Zhao Yingdong, Simon Richard
Biometric Research Branch, Division of Cancer Treatment and Diagnosis, National Cancer Institute, National Institutes of Health, Bethesda, Maryland, USA. Email:
Cancer Inform. 2010 May 7;9:105-14. doi: 10.4137/cin.s3805.
There have been relatively few publications using linear regression models to predict a continuous response based on microarray expression profiles. Standard linear regression methods are problematic when the number of predictor variables exceeds the number of cases. We have evaluated three linear regression algorithms that can be used for the prediction of a continuous response based on high dimensional gene expression data. The three algorithms are the least angle regression (LAR), the least absolute shrinkage and selection operator (LASSO), and the averaged linear regression method (ALM). All methods are tested using simulations based on a real gene expression dataset and analyses of two sets of real gene expression data and using an unbiased complete cross validation approach. Our results show that the LASSO algorithm often provides a model with somewhat lower prediction error than the LAR method, but both of them perform more efficiently than the ALM predictor. We have developed a plug-in for BRB-ArrayTools that implements the LAR and the LASSO algorithms with complete cross-validation.
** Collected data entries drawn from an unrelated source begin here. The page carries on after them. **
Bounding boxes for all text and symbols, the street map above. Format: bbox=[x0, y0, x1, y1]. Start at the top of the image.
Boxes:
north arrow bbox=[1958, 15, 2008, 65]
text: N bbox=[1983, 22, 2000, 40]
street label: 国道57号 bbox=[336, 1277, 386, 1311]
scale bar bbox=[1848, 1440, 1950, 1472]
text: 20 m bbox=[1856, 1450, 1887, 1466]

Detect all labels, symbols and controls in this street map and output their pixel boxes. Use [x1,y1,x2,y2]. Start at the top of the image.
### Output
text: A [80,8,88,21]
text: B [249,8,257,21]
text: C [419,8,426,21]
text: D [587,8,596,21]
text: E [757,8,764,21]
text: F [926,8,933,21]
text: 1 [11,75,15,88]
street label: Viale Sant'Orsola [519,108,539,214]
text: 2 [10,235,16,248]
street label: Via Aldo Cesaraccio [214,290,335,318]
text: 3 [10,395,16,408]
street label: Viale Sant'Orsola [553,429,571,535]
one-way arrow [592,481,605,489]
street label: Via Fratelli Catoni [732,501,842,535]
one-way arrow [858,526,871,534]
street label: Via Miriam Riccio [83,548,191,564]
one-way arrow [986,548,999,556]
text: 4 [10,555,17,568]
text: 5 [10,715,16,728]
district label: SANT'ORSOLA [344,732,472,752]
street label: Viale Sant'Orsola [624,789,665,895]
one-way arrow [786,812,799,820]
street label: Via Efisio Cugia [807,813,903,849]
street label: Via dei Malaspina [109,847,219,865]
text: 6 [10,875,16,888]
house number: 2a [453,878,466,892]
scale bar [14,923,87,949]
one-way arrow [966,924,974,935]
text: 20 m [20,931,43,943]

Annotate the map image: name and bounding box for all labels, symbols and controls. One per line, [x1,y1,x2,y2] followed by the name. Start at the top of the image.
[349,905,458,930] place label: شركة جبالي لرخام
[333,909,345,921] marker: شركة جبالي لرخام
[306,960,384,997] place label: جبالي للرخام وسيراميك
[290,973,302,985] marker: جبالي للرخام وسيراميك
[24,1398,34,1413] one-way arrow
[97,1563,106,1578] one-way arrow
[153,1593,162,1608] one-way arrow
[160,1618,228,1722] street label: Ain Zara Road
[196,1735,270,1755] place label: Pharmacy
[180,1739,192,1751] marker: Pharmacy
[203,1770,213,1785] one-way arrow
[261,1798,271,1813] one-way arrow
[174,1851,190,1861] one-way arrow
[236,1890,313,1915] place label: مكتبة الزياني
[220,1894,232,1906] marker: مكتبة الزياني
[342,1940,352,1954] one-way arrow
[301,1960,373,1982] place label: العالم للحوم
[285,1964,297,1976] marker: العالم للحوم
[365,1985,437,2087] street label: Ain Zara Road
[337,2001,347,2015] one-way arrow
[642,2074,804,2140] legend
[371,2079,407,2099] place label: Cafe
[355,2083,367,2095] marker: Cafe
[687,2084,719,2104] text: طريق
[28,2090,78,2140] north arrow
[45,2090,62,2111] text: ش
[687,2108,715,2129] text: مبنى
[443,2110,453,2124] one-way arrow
使用线性回归模型基于微阵列表达谱预测连续反应的出版物相对较少。当预测变量的数量超过样本数量时,标准线性回归方法存在问题。我们评估了三种可用于基于高维基因表达数据预测连续反应的线性回归算法。这三种算法分别是最小角回归(LAR)、最小绝对收缩和选择算子(LASSO)以及平均线性回归方法(ALM)。所有方法均基于一个真实基因表达数据集进行模拟测试,并对两组真实基因表达数据进行分析,采用无偏完全交叉验证方法。我们的结果表明,LASSO算法通常提供的模型预测误差比LAR方法略低,但两者的效率均高于ALM预测器。我们为BRB - ArrayTools开发了一个插件,该插件实现了具有完全交叉验证的LAR和LASSO算法。